Page 105 - Risale-i Nur - Mesnevi-i Nuriye
P. 105
108 MESNEVÎ-Î NURİYE
Evet bir misafir, ev sahibinin iznine ve rızasına muvafık
olmayacak derecede, yemeklerde ve sair şeylerde israf edemez.
İ'lem Eyyühel-Aziz! Gözleri küsuf tutmuş bazı adamlar,
gözleri önünde vukua gelen gayr-ı mahdud hususî Haşr ü Neşirleri kör
gözleriyle gördükleri halde, Kıyamet-i Kübrayı ve Haşr-i Umumiyeyi
nasıl istiğrab ediyorlar? Acaba çiçek açıp, semere veren ağaçlarda her
sene İcad edilen meyvelerin haşr ü neşirlerini gördükten sonra Haşr-i
Umumîyi istib'ad eden sıkılmaz mı? Eğer onlar şuhudî bir yakîn ile
Haşr-i Umumîyi görmek isterlerse, -akıllarını da beraber bulundurmak
şartıyla- yaz mevsiminde küre-i arz bahçesine girsinler. Acaba ağaç
dallarından sallanan o tatlı, ballı, nazif, latif Kudret Mu'cizeleri o
mahlukat-ı latife, evvelkisinin yani ölüp giden semeratın aynı veya
misli değil midir?
Eğer insanlarda olduğu gibi o meyvelerde de Vahdet-i Ruhiye
olmuş olsa idi, geçmiş ve gelen yeni meyveler birbirinin aynı olmaz
mıydı? Fakat Ruhları olmadığı için aralarında ayniyete yakın öyle bir
misliyet vardır ki, ne aynıdır ve ne de gayr keyfiyeti gösterir. Acaba
semerattaki bu vaziyeti gören Haşri istib'ad edebilir mi?

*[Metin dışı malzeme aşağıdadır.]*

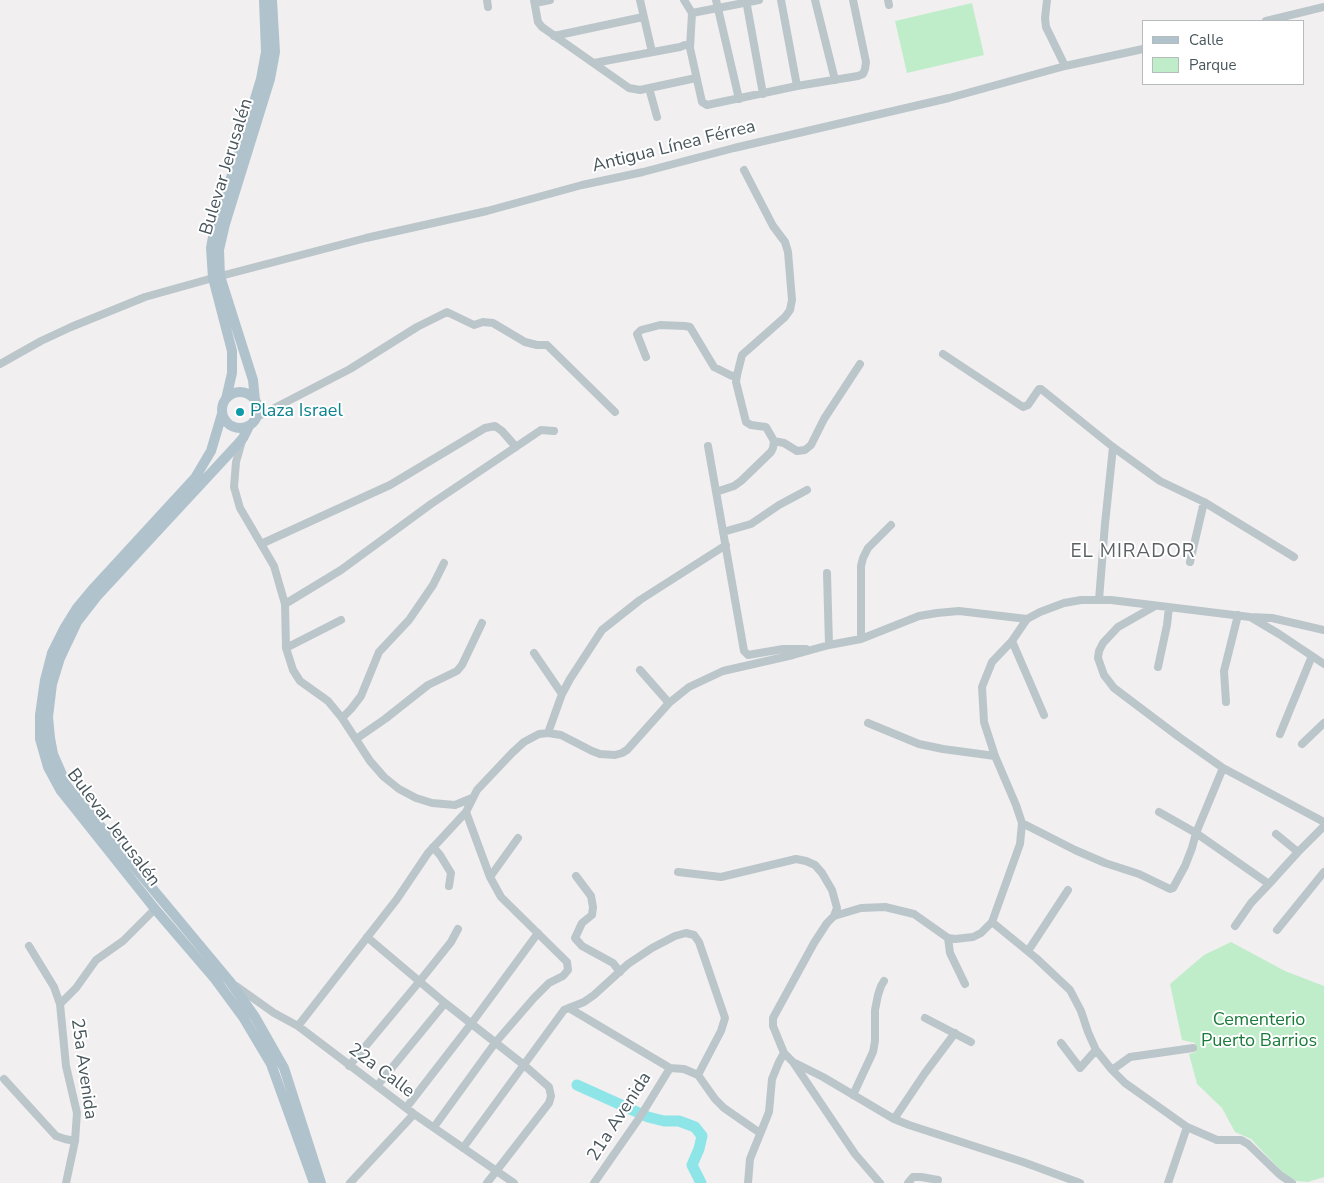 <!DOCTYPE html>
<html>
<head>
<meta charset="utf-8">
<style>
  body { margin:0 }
  #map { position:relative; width:1324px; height:1183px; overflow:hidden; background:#f2eff0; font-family:"Nunito Sans",sans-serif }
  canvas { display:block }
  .legend { position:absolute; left:1142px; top:20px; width:162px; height:65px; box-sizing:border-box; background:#fff; border:1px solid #b6bbbe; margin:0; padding:6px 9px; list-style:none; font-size:15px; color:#48565c }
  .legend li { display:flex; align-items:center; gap:10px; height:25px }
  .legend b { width:25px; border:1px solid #b6bbbe }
</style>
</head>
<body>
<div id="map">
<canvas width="1324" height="1183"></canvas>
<ul class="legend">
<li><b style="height:6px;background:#b0c3cd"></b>Calle</li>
<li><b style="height:14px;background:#c0edc9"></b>Parque</li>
</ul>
</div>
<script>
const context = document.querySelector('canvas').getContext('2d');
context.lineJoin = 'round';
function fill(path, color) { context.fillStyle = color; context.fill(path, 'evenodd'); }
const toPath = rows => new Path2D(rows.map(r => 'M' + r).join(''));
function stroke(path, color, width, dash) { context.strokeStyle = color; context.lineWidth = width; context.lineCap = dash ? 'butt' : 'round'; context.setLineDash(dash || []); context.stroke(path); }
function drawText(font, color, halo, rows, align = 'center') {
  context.font = font + ' "Nunito Sans",sans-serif'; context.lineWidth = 4; context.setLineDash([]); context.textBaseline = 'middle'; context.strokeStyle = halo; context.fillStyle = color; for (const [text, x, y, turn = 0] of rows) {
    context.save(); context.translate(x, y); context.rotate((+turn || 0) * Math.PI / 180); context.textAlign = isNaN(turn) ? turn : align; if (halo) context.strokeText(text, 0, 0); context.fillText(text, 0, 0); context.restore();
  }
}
fill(toPath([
  [972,3,984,55,907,73,895,21],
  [1231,942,1285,971,1324,986,1324,1177,1308,1182,1296,1181,1284,1174,1251,1139,1235,1132,1222,1108,1197,1084,1189,1054,1196,1052,1195,1043,1182,1040,1170,984,1204,955]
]), '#c0edc9');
stroke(toPath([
  [577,1085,648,1117,664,1121,679,1121,695,1127,702,1136,699,1149,692,1165,701,1183]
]), '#8ee5e8', 11);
stroke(toPath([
  [487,0,488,7],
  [534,0,538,22,542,27,629,88,640,90,696,78],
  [640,0,652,52],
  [684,0,692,13,759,0],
  [716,0,739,99],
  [746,0,763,94],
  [781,0,797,86],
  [815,0,835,80],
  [888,0,889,5],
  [1047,0,1045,18,1046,27,1065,66],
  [535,3,550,0],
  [692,13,690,48,702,102,707,105,797,86,858,76,863,74,865,69,866,62,853,0],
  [1266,21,1324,7],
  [554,36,643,17],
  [594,63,680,47,690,43],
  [649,88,657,117],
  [943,354,1023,407,1028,405,1039,389,1041,389,1113,447,1160,481,1204,502,1294,557],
  [646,357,637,334,641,330,660,325,685,326,690,327,714,367,732,376,737,375],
  [0,364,41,341,71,327,145,297,213,278,366,238,487,211,582,185,643,172,734,148,949,98,1065,66,1143,49],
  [257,417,350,369,417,327,447,312,474,325,483,322,493,323,525,342,537,345,547,345,615,412],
  [242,441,236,462,234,487,240,508,274,566,285,604,286,648,293,670,300,681,328,701,342,718,370,761,384,777,399,789,416,798,432,803,455,805,472,798],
  [774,441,784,443,797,451,805,450,811,445,824,419,860,364],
  [708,446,744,651,748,655,783,649,806,649],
  [716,492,734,486,741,481,771,452,773,448,774,441,766,427,751,425,746,422,736,382,737,375,742,355,785,317,790,310,792,300,788,252,785,242,773,226,744,170],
  [723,532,751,524,779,505,807,490],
  [261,544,390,485,485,428,495,426,502,431,516,447],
  [1190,562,1204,502],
  [827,573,829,645],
  [1099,600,1105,524,1113,447],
  [285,604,341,570,431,504,541,430,554,431],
  [1155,606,1118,627,1103,643,1099,651,1098,658,1104,675,1114,688,1179,737,1223,768,1324,822],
  [1252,618,1279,634,1324,664],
  [861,639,861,566,863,558,868,548,891,525],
  [1012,641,1044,715],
  [286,648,341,620],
  [534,653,562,694],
  [1158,667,1167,625,1169,607],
  [640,670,669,703],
  [1226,702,1224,671,1238,615],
  [342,718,351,709,361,696,379,652,409,620,433,585,444,563],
  [868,723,919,744,943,749,995,756],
  [548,733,562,694,570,679,602,630,640,600,726,545],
  [1280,734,1312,656],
  [356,739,385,719,428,685,457,671,462,665,482,623],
  [1302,744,1324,723],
  [1159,812,1196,833,1269,884,1251,903,1235,926],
  [1022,823,1075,850,1105,863,1139,874,1170,889,1173,888,1185,866,1192,848,1196,833,1223,768],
  [1276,834,1298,852,1324,826],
  [433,847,440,855,451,873,449,886],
  [678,872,721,877,796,859,806,861,815,865,822,873,832,890,837,908,834,916],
  [576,876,591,896,593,907,592,915,582,923,575,938,582,946,613,963,620,972],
  [490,877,518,838],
  [1269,884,1298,852],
  [992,922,1036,958,1070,990,1081,1011,1088,1032,1096,1050,1112,1070,1125,1083,1187,1127,1217,1140,1241,1140,1248,1144,1280,1175,1292,1183],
  [1277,930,1324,872],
  [367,937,445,1003,524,1065,549,1087,551,1096,549,1103,487,1183],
  [948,938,950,953,965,984],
  [29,946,54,987,60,1004],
  [1028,951,1068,890],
  [236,986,274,1013,298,1026,414,1114,514,1183],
  [569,1008,670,1068,684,1069,698,1075,715,1099,724,1108,760,1133],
  [925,1018,971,1042],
  [298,1026,397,899,428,853,466,812,477,790,512,753,524,742,539,734,548,733,561,735,592,751,600,754,615,755,622,753,627,750,669,703,689,687,723,671,793,655,829,645,861,639,919,616,937,613,959,611,1027,619],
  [1061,1043,1080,1068,1096,1050],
  [795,1063,823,1077,894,1119,909,1125,1023,1162,1080,1183],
  [349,1066,419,982,451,942,458,929],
  [1112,1070,1130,1057,1193,1048],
  [4,1079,56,1136,65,1139,75,1141],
  [377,1086,445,1003],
  [853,1095,873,1052,875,1041,875,1010,878,995,881,986,884,981],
  [406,1108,471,1024,538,933],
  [894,1119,925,1073,955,1033],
  [434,1127,495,1043,534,998,549,983,563,976,568,970,567,962,501,897,490,877,466,812],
  [463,1148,564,1010,584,1002,594,995,628,964,652,948,675,936,686,933,694,935,699,942,725,1018,721,1031,698,1075],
  [66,1183,75,1141,77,1113,66,1066,60,1004,76,988,96,960,123,941,155,909],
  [350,1183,414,1114],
  [594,1183,640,1117,670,1068],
  [748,1183,750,1159,769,1112,772,1079,779,1062,784,1053],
  [880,1183,855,1154,793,1062,784,1053,773,1026,773,1018,814,943,827,923,834,916,861,908,885,907,914,914,948,938,955,939,973,937,981,933,992,922,1020,844,1022,823,1016,805,995,756,984,722,982,687,992,662,1012,641,1027,619,1040,612,1064,603,1081,600,1111,600,1250,617,1272,618,1324,630],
  [908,1183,913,1177,921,1177,938,1180],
  [1168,1183,1187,1127]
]), '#bbc6cb', 8);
stroke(toPath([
  '222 410a18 18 0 1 1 36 0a18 18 0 1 1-36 0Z',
  [226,399,232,373,232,351,213,278,211,248,213,237,261,79,266,52,264,0],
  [255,400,253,380,220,276,219,250,225,224,270,79,275,52,272,0],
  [222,414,211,451,195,478,92,590,77,608,64,629,52,653,45,680,40,715,40,739,48,767,61,791,155,909,215,979,243,1017,271,1064,314,1183],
  [249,426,243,438,237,445,98,595,77,622,60,658,52,684,48,717,50,738,53,754,67,786,231,983,255,1017,284,1068,321,1183]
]), '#b0c3cd', 10);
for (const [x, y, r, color] of [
  [240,412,5,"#0f9aa8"]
]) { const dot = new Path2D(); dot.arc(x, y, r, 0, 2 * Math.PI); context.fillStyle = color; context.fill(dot); stroke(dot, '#fff', 2); }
drawText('18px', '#48565c', '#fff', [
  ["Antigua Línea Férrea",674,147,-14],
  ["Bulevar Jerusalén",227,167,-73],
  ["Bulevar Jerusalén",113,828,53],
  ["25a Avenida",83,1069,82],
  ["22a Calle",381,1071,37],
  ["21a Avenida",620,1117,-57]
]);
drawText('18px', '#0d838f', '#fff', [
  ["Plaza Israel",250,412]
], 'left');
drawText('18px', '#1b7b3b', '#fff', [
  ["Cementerio",1259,1021],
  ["Puerto Barrios",1259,1042]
]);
context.letterSpacing = '1px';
drawText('19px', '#5c6164', '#fff', [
  ["EL MIRADOR",1133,552]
]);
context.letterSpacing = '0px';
</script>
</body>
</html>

Ve keza manevî asansörler ile lâzım olan erzak ve gıdalarını
ağacın yüksek dallarına çıkartmakla, tebessümleriyle arz-ı dîdar eden
dut ve kayısı gibi meyveleri kuru ve camid bir ağaçtan İhraç ve İcad
etmekle o kuru ağacı acib bir vaziyete ve hayatdar antika bir şekle
koyan Kudret-i Ezeliyeye Haşr-i Umumî ağır gelir mi? Hâşâ! Bu latif,
nazik masnuatı o kuru ağaçlardan ihraç eden Kudrete hiç bir şey ağır
gelmez. Bu bedihî bir mes'eledir. Fakat gözleri kör olanlar göremi-
yorlar.
İ'lem Eyyühel-Aziz! Kur'an-ı Mu'ciz-ül Beyan'ın her bir Suresi,
bütün Kur'anın münderecatını icmalen ihtiva ettiği gibi, sair Surelerde
zikredilen makasıd ve mühim kıssaları da tazammun etmiştir. Bundaki
Hikmet, Kur'an'ı tamamen okumaya vakti müsaid olmayan veya ancak
bir kısmını veya bir Suresini okuyabilen insanlar, Kur'anın hepsini
okumaktan hasıl olan Sevabdan mahrum kalmamasıdır.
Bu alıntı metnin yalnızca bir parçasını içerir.